++++ Extracted entries ++++

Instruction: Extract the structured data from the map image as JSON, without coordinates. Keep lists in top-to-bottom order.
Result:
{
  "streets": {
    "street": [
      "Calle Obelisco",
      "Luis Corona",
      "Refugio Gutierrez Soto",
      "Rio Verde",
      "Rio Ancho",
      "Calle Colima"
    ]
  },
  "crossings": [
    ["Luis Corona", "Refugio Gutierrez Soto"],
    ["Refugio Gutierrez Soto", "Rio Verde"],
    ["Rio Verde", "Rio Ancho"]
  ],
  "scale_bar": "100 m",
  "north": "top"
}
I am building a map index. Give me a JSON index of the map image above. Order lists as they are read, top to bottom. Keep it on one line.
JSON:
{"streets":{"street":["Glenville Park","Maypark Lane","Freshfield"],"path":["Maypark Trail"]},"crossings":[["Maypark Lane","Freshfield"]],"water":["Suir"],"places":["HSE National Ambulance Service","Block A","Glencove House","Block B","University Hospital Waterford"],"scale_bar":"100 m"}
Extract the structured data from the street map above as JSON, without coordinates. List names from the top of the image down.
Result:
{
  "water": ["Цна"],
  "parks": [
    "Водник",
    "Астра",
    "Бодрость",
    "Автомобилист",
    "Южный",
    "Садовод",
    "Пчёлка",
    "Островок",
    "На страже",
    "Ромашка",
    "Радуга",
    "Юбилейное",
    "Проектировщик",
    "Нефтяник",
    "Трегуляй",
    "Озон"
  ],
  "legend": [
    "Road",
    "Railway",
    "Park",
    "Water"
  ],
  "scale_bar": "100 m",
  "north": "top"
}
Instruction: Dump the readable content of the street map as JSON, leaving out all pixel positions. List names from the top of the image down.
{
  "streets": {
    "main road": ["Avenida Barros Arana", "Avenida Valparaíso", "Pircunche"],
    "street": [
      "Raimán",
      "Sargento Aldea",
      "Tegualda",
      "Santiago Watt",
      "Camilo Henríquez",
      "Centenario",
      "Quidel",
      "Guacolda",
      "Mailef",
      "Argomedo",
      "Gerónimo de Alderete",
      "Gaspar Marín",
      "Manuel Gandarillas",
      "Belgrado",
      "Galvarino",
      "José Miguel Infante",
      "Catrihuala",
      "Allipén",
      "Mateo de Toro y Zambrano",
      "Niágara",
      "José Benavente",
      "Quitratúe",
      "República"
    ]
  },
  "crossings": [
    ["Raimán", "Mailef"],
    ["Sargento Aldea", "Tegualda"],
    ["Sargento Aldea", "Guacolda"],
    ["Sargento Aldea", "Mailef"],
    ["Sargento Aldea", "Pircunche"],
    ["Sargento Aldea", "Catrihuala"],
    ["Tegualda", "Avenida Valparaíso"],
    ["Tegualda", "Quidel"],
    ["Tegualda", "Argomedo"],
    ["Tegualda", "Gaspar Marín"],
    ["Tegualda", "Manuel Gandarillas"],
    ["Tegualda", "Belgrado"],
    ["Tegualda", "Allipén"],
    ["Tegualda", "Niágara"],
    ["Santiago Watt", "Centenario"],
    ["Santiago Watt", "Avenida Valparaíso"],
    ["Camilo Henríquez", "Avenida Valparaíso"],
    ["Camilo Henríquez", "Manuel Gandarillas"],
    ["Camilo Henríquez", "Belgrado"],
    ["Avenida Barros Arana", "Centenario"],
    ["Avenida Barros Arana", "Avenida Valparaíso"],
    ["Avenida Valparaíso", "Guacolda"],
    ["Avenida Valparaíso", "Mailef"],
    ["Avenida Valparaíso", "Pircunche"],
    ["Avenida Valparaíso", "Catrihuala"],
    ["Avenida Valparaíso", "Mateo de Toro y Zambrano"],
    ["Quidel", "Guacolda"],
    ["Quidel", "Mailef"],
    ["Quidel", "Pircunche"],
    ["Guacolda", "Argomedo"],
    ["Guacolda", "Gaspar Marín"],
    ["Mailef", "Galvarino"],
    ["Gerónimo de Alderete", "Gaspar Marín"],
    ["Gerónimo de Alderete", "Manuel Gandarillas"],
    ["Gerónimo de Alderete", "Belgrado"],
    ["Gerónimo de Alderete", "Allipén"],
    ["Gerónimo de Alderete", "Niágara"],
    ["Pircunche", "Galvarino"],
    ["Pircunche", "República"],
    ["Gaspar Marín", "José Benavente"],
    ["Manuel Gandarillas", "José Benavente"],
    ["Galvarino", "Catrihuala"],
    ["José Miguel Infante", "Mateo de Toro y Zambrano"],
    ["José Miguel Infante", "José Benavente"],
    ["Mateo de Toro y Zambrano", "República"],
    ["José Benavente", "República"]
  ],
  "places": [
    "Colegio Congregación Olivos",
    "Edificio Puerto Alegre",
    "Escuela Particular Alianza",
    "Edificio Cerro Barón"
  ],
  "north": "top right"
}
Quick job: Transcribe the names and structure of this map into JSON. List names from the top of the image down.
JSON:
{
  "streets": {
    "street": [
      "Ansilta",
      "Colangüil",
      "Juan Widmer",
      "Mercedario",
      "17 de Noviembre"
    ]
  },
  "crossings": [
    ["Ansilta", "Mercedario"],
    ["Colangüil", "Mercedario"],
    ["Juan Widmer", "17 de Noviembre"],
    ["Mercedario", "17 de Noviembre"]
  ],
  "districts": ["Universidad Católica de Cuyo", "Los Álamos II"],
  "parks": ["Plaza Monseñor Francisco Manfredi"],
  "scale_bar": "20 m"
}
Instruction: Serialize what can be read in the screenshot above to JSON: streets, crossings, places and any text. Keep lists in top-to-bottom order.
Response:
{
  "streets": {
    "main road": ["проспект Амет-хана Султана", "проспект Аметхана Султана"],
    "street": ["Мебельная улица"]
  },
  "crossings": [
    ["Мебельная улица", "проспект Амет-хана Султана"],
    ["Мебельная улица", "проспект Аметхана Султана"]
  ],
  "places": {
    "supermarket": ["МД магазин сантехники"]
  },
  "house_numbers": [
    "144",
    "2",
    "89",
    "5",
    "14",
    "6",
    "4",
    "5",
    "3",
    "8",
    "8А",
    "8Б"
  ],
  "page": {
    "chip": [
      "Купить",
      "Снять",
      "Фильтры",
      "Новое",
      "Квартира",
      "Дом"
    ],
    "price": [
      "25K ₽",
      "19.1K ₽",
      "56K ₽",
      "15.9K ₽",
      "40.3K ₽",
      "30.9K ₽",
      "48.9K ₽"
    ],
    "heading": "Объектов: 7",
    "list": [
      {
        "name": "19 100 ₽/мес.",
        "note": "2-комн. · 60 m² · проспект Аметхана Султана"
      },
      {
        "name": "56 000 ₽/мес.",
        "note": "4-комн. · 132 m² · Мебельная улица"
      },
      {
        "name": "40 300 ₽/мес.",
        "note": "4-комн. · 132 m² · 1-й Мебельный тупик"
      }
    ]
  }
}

++++

Instructions to follow –
For every line above that holds the word "Soto", report the whole line.

Expected output –
      "Refugio Gutierrez Soto",
    ["Luis Corona", "Refugio Gutierrez Soto"],
    ["Refugio Gutierrez Soto", "Rio Verde"],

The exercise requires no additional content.